**BRIEF:** Look through the entries for the string "Gents", and copy each line that holds it.

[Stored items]
━━━━━━

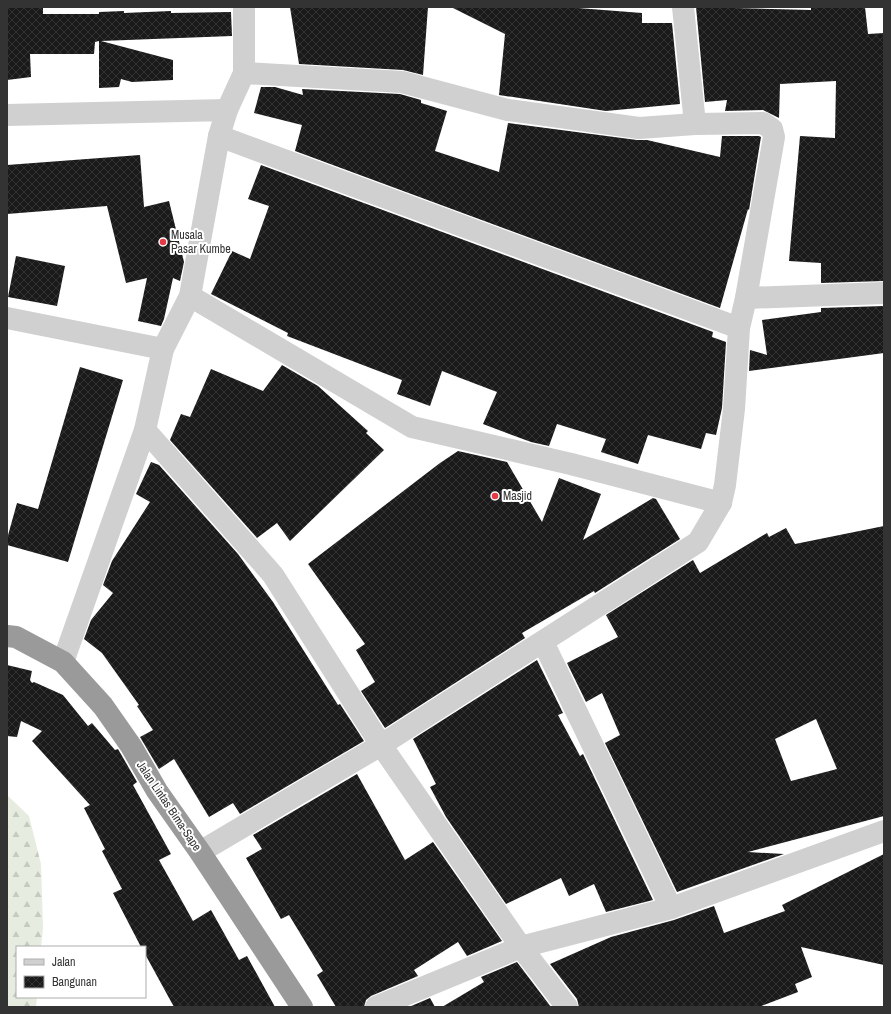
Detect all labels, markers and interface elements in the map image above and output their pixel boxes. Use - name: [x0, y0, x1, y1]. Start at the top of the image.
- place label: Musala Pasar Kumbe: [171, 227, 231, 257]
- marker: Musala Pasar Kumbe: [158, 237, 168, 247]
- place label: Masjid: [503, 488, 532, 504]
- marker: Masjid: [490, 491, 500, 501]
- street label: Jalan Lintas Bima-Sape: [133, 758, 205, 854]
- legend: [16, 946, 146, 998]
- text: Jalan: [52, 954, 76, 970]
- text: Bangunan: [52, 974, 97, 990]

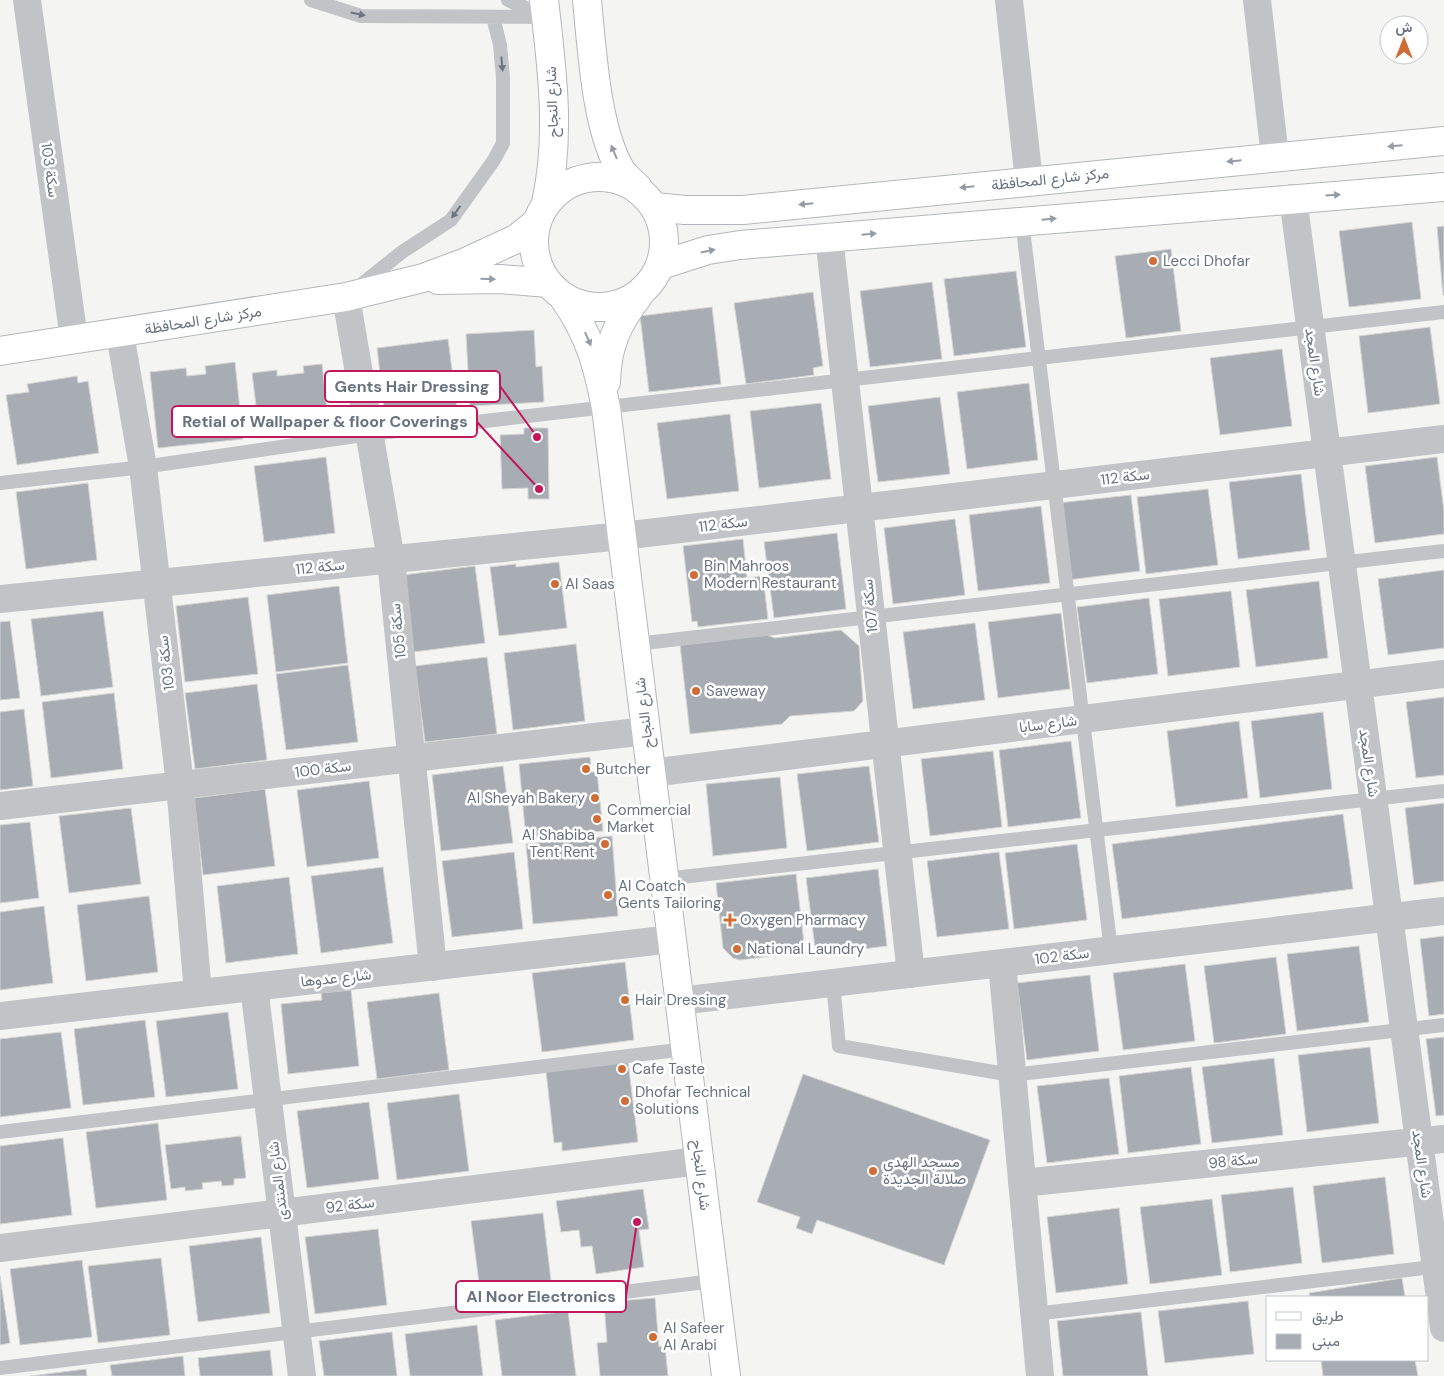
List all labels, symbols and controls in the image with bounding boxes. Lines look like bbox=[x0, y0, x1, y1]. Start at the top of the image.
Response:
one-way arrow bbox=[350, 10, 365, 18]
north arrow bbox=[1379, 15, 1429, 65]
text: ش bbox=[1396, 18, 1413, 36]
one-way arrow bbox=[498, 57, 506, 73]
street label: شارع النجاح bbox=[541, 66, 564, 138]
street label: سكة 103 bbox=[36, 141, 64, 199]
one-way arrow bbox=[1387, 142, 1403, 150]
one-way arrow bbox=[609, 145, 617, 159]
one-way arrow bbox=[1225, 157, 1241, 165]
street label: مركز شارع المحافظة bbox=[990, 163, 1110, 196]
one-way arrow bbox=[959, 183, 975, 191]
one-way arrow bbox=[1325, 191, 1341, 199]
one-way arrow bbox=[798, 200, 814, 208]
one-way arrow bbox=[451, 205, 462, 218]
one-way arrow bbox=[1041, 214, 1057, 222]
one-way arrow bbox=[862, 230, 878, 238]
one-way arrow bbox=[700, 247, 715, 255]
place label: Lecci Dhofar bbox=[1163, 251, 1251, 271]
marker: Lecci Dhofar bbox=[1147, 255, 1159, 267]
one-way arrow bbox=[480, 275, 496, 283]
street label: مركز شارع المحافظة bbox=[143, 301, 263, 340]
street label: شارع المجد bbox=[1299, 327, 1330, 398]
one-way arrow bbox=[584, 332, 592, 346]
callout: Gents Hair Dressing bbox=[325, 371, 500, 402]
text: Gents Hair Dressing bbox=[335, 376, 489, 397]
callout: Retial of Wallpaper & floor Coverings bbox=[172, 406, 477, 437]
text: Retial of Wallpaper & floor Coverings bbox=[182, 411, 468, 432]
street label: سكة 112 bbox=[1099, 464, 1151, 490]
street label: سكة 112 bbox=[697, 511, 749, 537]
street label: سكة 112 bbox=[294, 554, 346, 580]
place label: Bin Mahroos Modern Restaurant bbox=[704, 556, 837, 593]
marker: Bin Mahroos Modern Restaurant bbox=[688, 569, 700, 581]
place label: Al Saas bbox=[565, 574, 615, 594]
marker: Al Saas bbox=[549, 578, 561, 590]
street label: سكة 107 bbox=[857, 578, 883, 634]
street label: سكة 105 bbox=[385, 602, 411, 660]
street label: سكة 103 bbox=[153, 634, 179, 692]
street label: شارع النجاح bbox=[630, 676, 659, 750]
place label: Saveway bbox=[706, 681, 766, 701]
marker: Saveway bbox=[690, 685, 702, 697]
street label: شارع سابا bbox=[1018, 711, 1078, 738]
street label: شارع المجد bbox=[1353, 728, 1384, 799]
street label: سكة 100 bbox=[294, 756, 352, 782]
place label: Butcher bbox=[596, 759, 651, 779]
marker: Butcher bbox=[580, 763, 592, 775]
place label: Al Sheyah Bakery bbox=[467, 788, 586, 808]
marker: Al Sheyah Bakery bbox=[589, 792, 601, 804]
place label: Commercial Market bbox=[607, 800, 691, 837]
marker: Commercial Market bbox=[591, 813, 603, 825]
place label: Al Shabiba Tent Rent bbox=[522, 825, 595, 862]
marker: Al Shabiba Tent Rent bbox=[599, 838, 611, 850]
place label: Al Coatch Gents Tailoring bbox=[618, 876, 721, 913]
marker: Al Coatch Gents Tailoring bbox=[602, 889, 614, 901]
place label: Oxygen Pharmacy bbox=[740, 910, 866, 930]
marker: Oxygen Pharmacy bbox=[724, 914, 736, 926]
place label: National Laundry bbox=[747, 939, 865, 959]
marker: National Laundry bbox=[731, 943, 743, 955]
street label: سكة 102 bbox=[1034, 943, 1091, 969]
street label: شارع عدوها bbox=[300, 964, 373, 993]
place label: Hair Dressing bbox=[635, 990, 726, 1010]
marker: Hair Dressing bbox=[619, 994, 631, 1006]
place label: Cafe Taste bbox=[632, 1059, 705, 1079]
marker: Cafe Taste bbox=[616, 1063, 628, 1075]
place label: Dhofar Technical Solutions bbox=[635, 1082, 750, 1119]
marker: Dhofar Technical Solutions bbox=[619, 1095, 631, 1107]
street label: شارع المجد bbox=[1406, 1129, 1437, 1200]
street label: شارع النجاح bbox=[686, 1138, 715, 1212]
street label: شارع المنتدى bbox=[263, 1140, 294, 1222]
street label: سكة 98 bbox=[1207, 1148, 1259, 1174]
place label: مسجد الهدى صلالة الجديدة bbox=[883, 1152, 966, 1189]
marker: مسجد الهدى صلالة الجديدة bbox=[867, 1165, 879, 1177]
street label: سكة 92 bbox=[324, 1192, 376, 1218]
callout: Al Noor Electronics bbox=[456, 1281, 626, 1312]
text: Al Noor Electronics bbox=[466, 1286, 616, 1307]
legend bbox=[1266, 1296, 1429, 1361]
text: طريق bbox=[1312, 1306, 1344, 1326]
place label: Al Safeer Al Arabi bbox=[663, 1318, 725, 1355]
marker: Al Safeer Al Arabi bbox=[647, 1331, 659, 1343]
text: مبنى bbox=[1312, 1331, 1340, 1351]

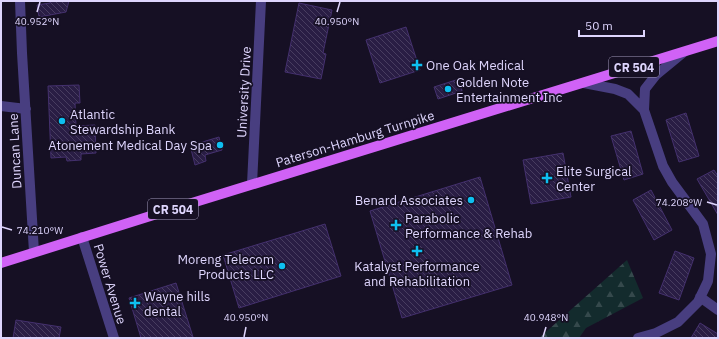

━━━━━━

**OUTPUT OF THE EXERCISE:**
callout: Gents Hair Dressing bbox=[325, 371, 500, 402]
text: Gents Hair Dressing bbox=[335, 376, 489, 397]
place label: Al Coatch Gents Tailoring bbox=[618, 876, 721, 913]
marker: Al Coatch Gents Tailoring bbox=[602, 889, 614, 901]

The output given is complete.